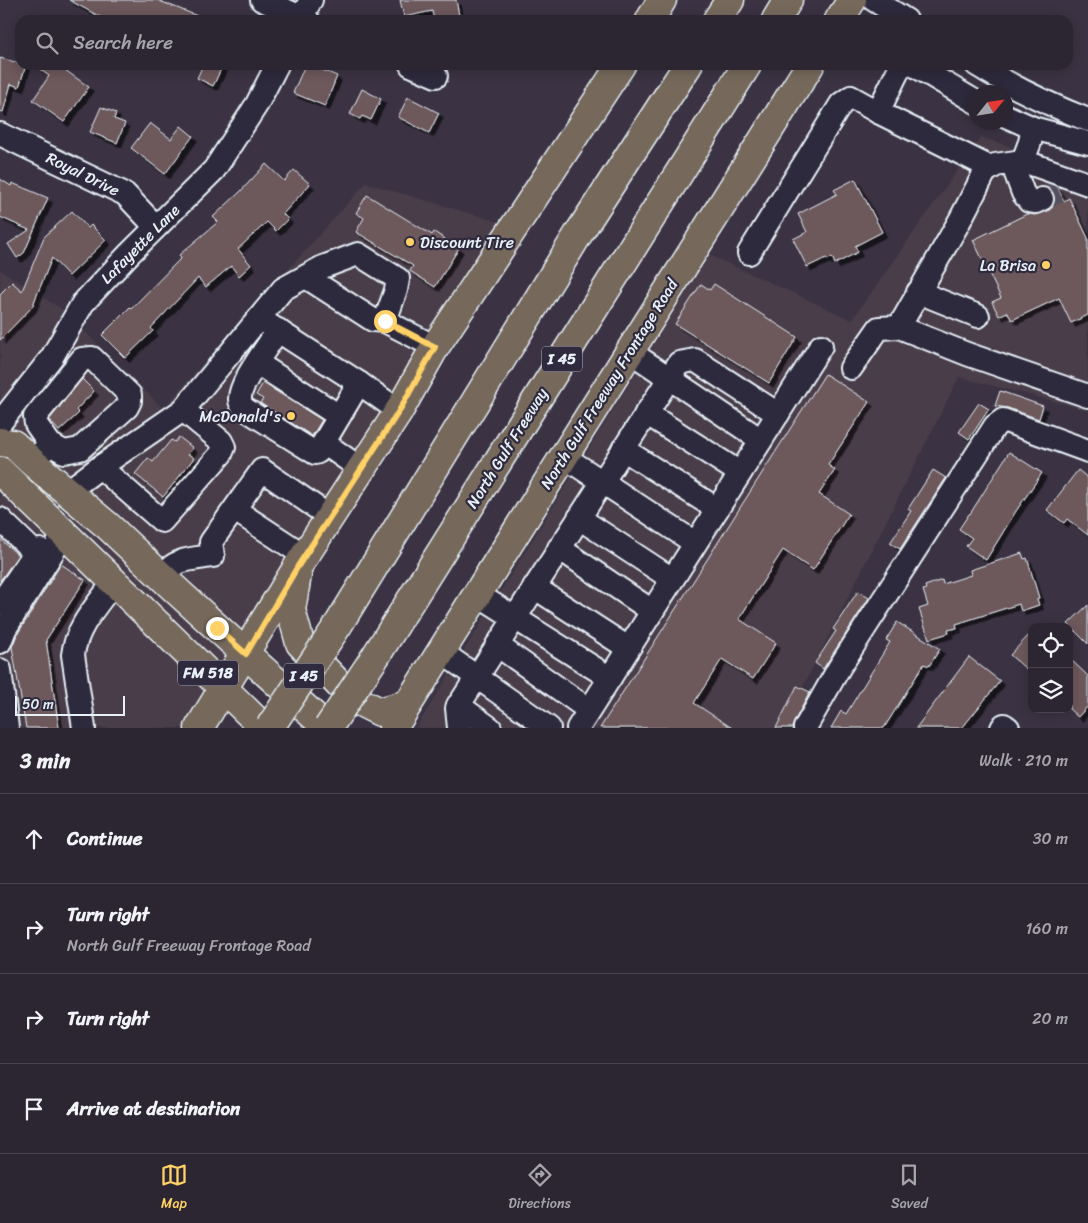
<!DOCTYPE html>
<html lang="en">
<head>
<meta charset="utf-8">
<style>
  body { margin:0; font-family:Sriracha,sans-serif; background:#38323e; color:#f1f3f6 }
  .controls { position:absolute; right:15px; bottom:15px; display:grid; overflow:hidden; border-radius:10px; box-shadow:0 2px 12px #0003 }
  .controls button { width:45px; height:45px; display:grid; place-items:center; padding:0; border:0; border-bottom:1px solid #48434d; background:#2c2632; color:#f1f3f6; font:25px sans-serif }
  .compass { position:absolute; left:968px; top:85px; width:45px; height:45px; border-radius:50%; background:#2c2632; box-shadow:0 2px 12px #0003; rotate:60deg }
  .scale { position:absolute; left:15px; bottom:12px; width:110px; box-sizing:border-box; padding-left:5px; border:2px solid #e8f1f8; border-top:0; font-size:14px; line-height:18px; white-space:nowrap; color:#e8f1f8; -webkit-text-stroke:4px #2f2a3d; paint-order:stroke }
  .stop { position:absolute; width:15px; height:15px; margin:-11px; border:4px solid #ffd166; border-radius:50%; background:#fff }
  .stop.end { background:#ffd166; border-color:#fff; box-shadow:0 1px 5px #0008 }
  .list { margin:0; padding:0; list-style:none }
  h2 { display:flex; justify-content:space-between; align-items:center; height:65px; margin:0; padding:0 20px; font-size:21px }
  h2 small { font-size:16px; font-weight:400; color:#a6a5ac }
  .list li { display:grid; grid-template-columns:32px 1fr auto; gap:15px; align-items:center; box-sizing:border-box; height:90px; padding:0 20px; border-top:1px solid #48434d }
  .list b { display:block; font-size:19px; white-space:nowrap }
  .list p { margin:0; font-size:16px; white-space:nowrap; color:#a6a5ac }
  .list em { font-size:16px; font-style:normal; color:#a6a5ac }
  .icon { flex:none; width:28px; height:28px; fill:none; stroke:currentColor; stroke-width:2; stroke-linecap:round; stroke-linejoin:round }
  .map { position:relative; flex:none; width:1088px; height:728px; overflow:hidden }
  .search { position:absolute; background:#2c2632; box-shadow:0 2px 12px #0003; left:15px; right:15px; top:15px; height:55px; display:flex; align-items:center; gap:12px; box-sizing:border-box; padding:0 18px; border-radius:15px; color:#a6a5ac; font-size:19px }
  .sheet { height:425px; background:#2c2632 }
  nav { display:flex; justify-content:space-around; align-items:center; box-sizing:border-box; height:70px; border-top:1px solid #48434d; background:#2c2632; font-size:14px; color:#a6a5ac }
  nav a { display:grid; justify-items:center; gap:2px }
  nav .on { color:#ffd166 }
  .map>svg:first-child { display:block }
</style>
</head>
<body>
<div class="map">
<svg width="1088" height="728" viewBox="0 0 1088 728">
  <defs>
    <filter id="shadow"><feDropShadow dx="4.5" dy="4.5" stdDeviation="0" flood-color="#0009"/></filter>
  </defs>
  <rect width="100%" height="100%" fill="#3b3343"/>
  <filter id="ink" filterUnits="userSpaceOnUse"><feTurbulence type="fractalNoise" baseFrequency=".02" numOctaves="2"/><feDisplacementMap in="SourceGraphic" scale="10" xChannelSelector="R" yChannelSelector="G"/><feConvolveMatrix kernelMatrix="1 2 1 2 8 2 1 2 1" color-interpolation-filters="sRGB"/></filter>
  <g filter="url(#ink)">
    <g fill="#4a3e4a">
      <polygon points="981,137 1088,174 1088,410 959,377 782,728 416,728 709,255 852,320"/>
      <polygon points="366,183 499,222 186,728 0,728 0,270 63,310 163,409"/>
    </g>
    <g fill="#6d595b" stroke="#e8f1f8" filter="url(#shadow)">
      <polygon points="69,0 157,0 205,19 106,20"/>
      <polygon points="400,0 456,0 460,20 434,20 432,11 404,17"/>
      <polygon points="0,58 26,65 19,87 11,84 3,112 0,111"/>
      <polygon points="34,65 58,65 89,87 64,122 33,100 49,76"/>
      <polygon points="203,65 223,65 213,86 197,78"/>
      <polygon points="305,65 310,65 337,76 325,106 293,93"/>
      <polygon points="362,89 381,99 371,120 362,116 360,119 350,114"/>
      <polygon points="408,97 439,113 429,133 398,117"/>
      <polygon points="101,107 116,113 114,119 125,123 117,143 90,132"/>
      <polygon points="150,123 171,139 181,126 193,136 165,174 131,148"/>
      <polygon points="266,164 284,181 294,170 310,184 283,214 288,219 276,231 267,222 238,249 251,265 239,276 231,266 206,287 198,278 151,328 153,331 125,358 102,335 130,307 131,309 181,258 179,255 218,222 213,217 240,192"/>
      <polygon points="0,179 11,186 12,183 48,198 24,253 17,258 8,244 29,230 0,217"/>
      <polygon points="855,179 882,232 855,246 858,252 835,264 832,257 827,260 826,258 807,267 793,239 807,232 798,214 837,194 834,190"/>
      <polygon points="1053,185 1057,187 1064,201 1069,198 1088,238 1088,315 1071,323 1059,298 1012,320 1007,312 999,316 992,302 1001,298 973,240 1027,214 1035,215 1048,211 1053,207 1055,200 1053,193 1048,188"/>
      <polygon points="367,195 432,235 434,232 459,248 435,287 410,271 413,266 356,232 364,218 356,213"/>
      <polygon points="72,211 88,228 91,225 106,240 69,276 52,258 32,307 0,340 0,294 12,282 22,291 44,237"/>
      <polygon points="701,284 710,290 714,284 797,337 769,383 675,324"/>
      <polygon points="825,374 869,402 828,465 835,470 819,494 849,514 813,570 783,550 739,619 776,643 753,679 722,659 694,703 732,728 600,728"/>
      <polygon points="82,379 94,391 76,410 79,413 59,431 49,420"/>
      <polygon points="263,383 322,420 312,436 260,403 263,399 256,395"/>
      <polygon points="1000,391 1043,406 1039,419 1008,408 995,406"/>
      <polygon points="979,403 989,409 969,439 959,432"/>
      <polygon points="179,437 193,448 188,454 194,458 163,497 135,474 148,458 153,462 171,440 175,442"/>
      <polygon points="1009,452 1042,473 1016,511 986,560 966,546 972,538 959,529 969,514 970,514"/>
      <polygon points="933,470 946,478 900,549 890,543 911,511 908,509"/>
      <polygon points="1078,470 1088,478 1088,535 1067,519 1064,523 1047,510"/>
      <polygon points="0,539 18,555 0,581"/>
      <polygon points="1022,553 1024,559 1027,558 1039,598 1037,599 1039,605 1021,611 1019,604 956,624 957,628 948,630 949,633 929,639 919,609 928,606 923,590 926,589 925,586 942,580 943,584 971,575 970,570"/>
      <polygon points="61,564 85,580 46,640 59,728 26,728 12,647 17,635"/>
      <polygon points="858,591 869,598 823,669 815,663 836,631 833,629"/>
      <polygon points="1088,605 1088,644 1068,624"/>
      <polygon points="897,622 940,649 929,666 924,664 884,728 831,728 841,711 846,714 890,642 886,640"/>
      <polygon points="1032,632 1032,674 1010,655"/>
      <polygon points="969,657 1000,681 962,728 916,728"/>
      <polygon points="1069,658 1088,676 1088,706 1078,717 1069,709"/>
      <polygon points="797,686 810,692 794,722 792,728 776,728"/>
    </g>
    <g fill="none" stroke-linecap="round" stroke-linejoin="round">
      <polyline stroke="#55505e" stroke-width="22" stroke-dasharray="22 11" stroke-linecap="butt" points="1042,199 1059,191"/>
      <g stroke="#e8f1f8" stroke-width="26">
        <g id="minor">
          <polyline points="262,0 308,20"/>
          <polyline points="874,0 906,20"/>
          <polyline points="300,20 311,0"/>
          <polyline points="411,65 436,76"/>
          <polyline points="914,65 976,102"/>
          <path d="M977 65C1012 87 1050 105 1088 120"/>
          <polyline points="878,112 991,168"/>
          <polyline points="1006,116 1033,128 1088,143"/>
          <polyline points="1033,128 1030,142 1023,161 1088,184"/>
          <polyline points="0,134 125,194 156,227"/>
          <polyline points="1012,163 1023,193 1029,201 1036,202 1042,199"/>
          <polyline points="749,253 841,104 851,97 878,112 901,65"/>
          <polyline points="306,277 373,320 385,321"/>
          <polyline points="918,292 978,316"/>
          <polyline points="266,323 359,383 399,411"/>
          <polyline points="899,327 959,222 985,172 995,165 1023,161"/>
          <path d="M278 330C269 345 239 383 240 399 240 403 242 406 245 409L315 453 318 452 359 383"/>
          <polyline points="629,351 761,440"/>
          <polyline points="257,363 339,416"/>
          <polyline points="851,368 879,328 899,327 967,354 1088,396"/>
          <polyline points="646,413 740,473"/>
          <polyline points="0,423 52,357 83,303 130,253 214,170 257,104 277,65"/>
          <polyline points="324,443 361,469"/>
          <polyline points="623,449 717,509"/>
          <polyline points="563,456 695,543"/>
          <polyline points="32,462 50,444 64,452 80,449 127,407 130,401 130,395 92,358 82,359 35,417 36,424 50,444"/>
          <polyline points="100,467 162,521 221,454 224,447 221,441 183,410"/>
          <polyline points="68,491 100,467 183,410 283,289 323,267 358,254 398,279 396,290 385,321 435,347"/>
          <polyline points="235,510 305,556"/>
          <polyline points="579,518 672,579"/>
          <polyline points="0,519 35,553"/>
          <polyline points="559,548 652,611"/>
          <path d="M162 577C173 558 194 559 213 556L211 542 262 470 330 517"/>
          <polyline points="534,587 628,648"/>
          <polyline points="477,594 610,678"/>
          <polyline points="0,604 35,553 40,550"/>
          <polyline points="0,642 5,629 64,534"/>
          <polyline points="497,645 589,710"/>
          <polyline points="440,651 549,728"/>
          <polyline points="0,670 7,728"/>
          <polyline points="458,705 490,728"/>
          <path d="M84 728 73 655C76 627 98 604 114 582"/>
          <polyline points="459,728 457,708 679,363 695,360 778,414"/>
          <polyline points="578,728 821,346"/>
          <polyline points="805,728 839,668 995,426 1003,420 1088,451"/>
          <polyline points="1002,728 1004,725 1008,728"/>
        </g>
      </g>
      <g stroke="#e8f1f8" stroke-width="31">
        <g id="major">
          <polyline points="650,20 662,0"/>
          <polyline points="839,20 852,0"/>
          <polyline points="0,442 13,444 32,462 109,527 178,592 327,728"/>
          <polyline points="0,471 264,728"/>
          <polyline points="297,575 291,610 300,643 352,698 380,712 407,704"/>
          <polyline points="199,728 298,566 399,411 435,347 621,65"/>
          <polyline points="393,728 810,65"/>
        </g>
      </g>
      <g stroke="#e8f1f8" stroke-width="31">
        <g id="highway">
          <polyline points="717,20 730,0"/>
          <polyline points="776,20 788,0"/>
          <polyline points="338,625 579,233 688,65"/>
          <polyline points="377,654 747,65"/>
        </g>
      </g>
      <use href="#minor" stroke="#2f2a3d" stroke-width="22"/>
      <use href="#major" stroke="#76695c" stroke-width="28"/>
      <use href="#highway" stroke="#76695c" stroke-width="28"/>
      <g stroke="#e8f1f8" stroke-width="31" stroke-linecap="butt">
        <g id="highway-bridge">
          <polyline points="270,727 338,625"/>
          <polyline points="328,728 377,654"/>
        </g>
      </g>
      <use href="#highway-bridge" stroke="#76695c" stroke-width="28"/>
    </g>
  </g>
  <g fill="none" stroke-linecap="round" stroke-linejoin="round" filter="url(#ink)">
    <polyline stroke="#ffd166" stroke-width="6" points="217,628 246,654 298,566 399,411 435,347 385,321"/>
  </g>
  <g fill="#ffd166" stroke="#2f2a3d" stroke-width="2">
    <circle cx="410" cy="242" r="5"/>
    <circle cx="1046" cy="265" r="5"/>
    <circle cx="291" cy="416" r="5"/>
  </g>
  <g text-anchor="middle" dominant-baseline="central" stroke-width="4.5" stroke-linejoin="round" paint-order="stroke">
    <g fill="#2f2a3d" stroke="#b0b5c0" stroke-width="1">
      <rect x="542" y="346.5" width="40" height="25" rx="4"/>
      <rect x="178" y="660.5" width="60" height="25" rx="4"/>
      <rect x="284" y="663.5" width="40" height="25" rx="4"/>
    </g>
    <g font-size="15" font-weight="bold" fill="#e8f1f8">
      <text x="562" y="359">I 45</text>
      <text x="208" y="673">FM 518</text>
      <text x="304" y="676">I 45</text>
    </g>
    <g font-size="16" fill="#e8f1f8" stroke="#2f2a3d">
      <text transform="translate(83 174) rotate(26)">Royal Drive</text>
      <text transform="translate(140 244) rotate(-45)">Lafayette Lane</text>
      <text transform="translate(609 384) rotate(-58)">North Gulf Freeway Frontage Road</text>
      <text transform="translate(507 448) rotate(-58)">North Gulf Freeway</text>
    </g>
    <g font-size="16" fill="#e8f1f8" stroke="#2f2a3d" text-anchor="end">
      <text x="420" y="242" text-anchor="start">Discount Tire</text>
      <text x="1036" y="265">La Brisa</text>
      <text x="281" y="416">McDonald's</text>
    </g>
  </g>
</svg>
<div class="controls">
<button><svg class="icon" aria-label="locate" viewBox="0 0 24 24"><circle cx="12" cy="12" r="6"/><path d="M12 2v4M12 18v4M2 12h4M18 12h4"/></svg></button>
<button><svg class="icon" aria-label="layers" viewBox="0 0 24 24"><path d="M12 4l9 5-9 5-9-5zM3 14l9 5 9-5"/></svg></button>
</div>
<svg class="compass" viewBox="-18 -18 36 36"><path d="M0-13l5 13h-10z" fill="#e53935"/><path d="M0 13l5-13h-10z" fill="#a6a5ac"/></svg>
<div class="scale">50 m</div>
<div class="stop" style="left:385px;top:321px"></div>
<div class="stop end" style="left:217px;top:628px"></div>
<div class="search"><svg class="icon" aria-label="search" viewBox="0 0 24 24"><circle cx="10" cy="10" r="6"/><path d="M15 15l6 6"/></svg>Search here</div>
</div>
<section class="sheet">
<h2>3 min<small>Walk · 210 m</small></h2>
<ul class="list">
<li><svg class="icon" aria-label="ahead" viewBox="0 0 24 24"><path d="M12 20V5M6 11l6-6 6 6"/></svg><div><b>Continue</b></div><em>30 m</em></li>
<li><svg class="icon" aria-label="right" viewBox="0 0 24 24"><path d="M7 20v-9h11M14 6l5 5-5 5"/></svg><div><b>Turn right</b><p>North Gulf Freeway Frontage Road</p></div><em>160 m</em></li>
<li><svg class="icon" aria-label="right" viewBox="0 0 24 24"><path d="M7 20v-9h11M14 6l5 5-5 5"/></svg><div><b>Turn right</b></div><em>20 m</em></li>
<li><svg class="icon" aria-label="arrive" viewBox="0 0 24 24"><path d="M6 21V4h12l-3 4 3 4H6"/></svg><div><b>Arrive at destination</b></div></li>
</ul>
</section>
<nav>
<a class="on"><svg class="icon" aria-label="map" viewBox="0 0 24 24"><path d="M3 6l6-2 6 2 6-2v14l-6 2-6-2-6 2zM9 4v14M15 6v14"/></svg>Map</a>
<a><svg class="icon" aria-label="directions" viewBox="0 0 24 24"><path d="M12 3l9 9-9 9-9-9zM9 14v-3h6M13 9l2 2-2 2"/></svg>Directions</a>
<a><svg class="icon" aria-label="saved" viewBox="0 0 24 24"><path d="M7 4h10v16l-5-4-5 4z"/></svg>Saved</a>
</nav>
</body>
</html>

◆ WHAT TO WORK ON: Begin at the first line of the material and copy each line exactly through the one containing "width:45px; height:45px; display:grid;". Omit pictures.

◆ ANSWER BELOW:
<!DOCTYPE html>
<html lang="en">
<head>
<meta charset="utf-8">
<style>
  body { margin:0; font-family:Sriracha,sans-serif; background:#38323e; color:#f1f3f6 }
  .controls { position:absolute; right:15px; bottom:15px; display:grid; overflow:hidden; border-radius:10px; box-shadow:0 2px 12px #0003 }
  .controls button { width:45px; height:45px; display:grid; place-items:center; padding:0; border:0; border-bottom:1px solid #48434d; background:#2c2632; color:#f1f3f6; font:25px sans-serif }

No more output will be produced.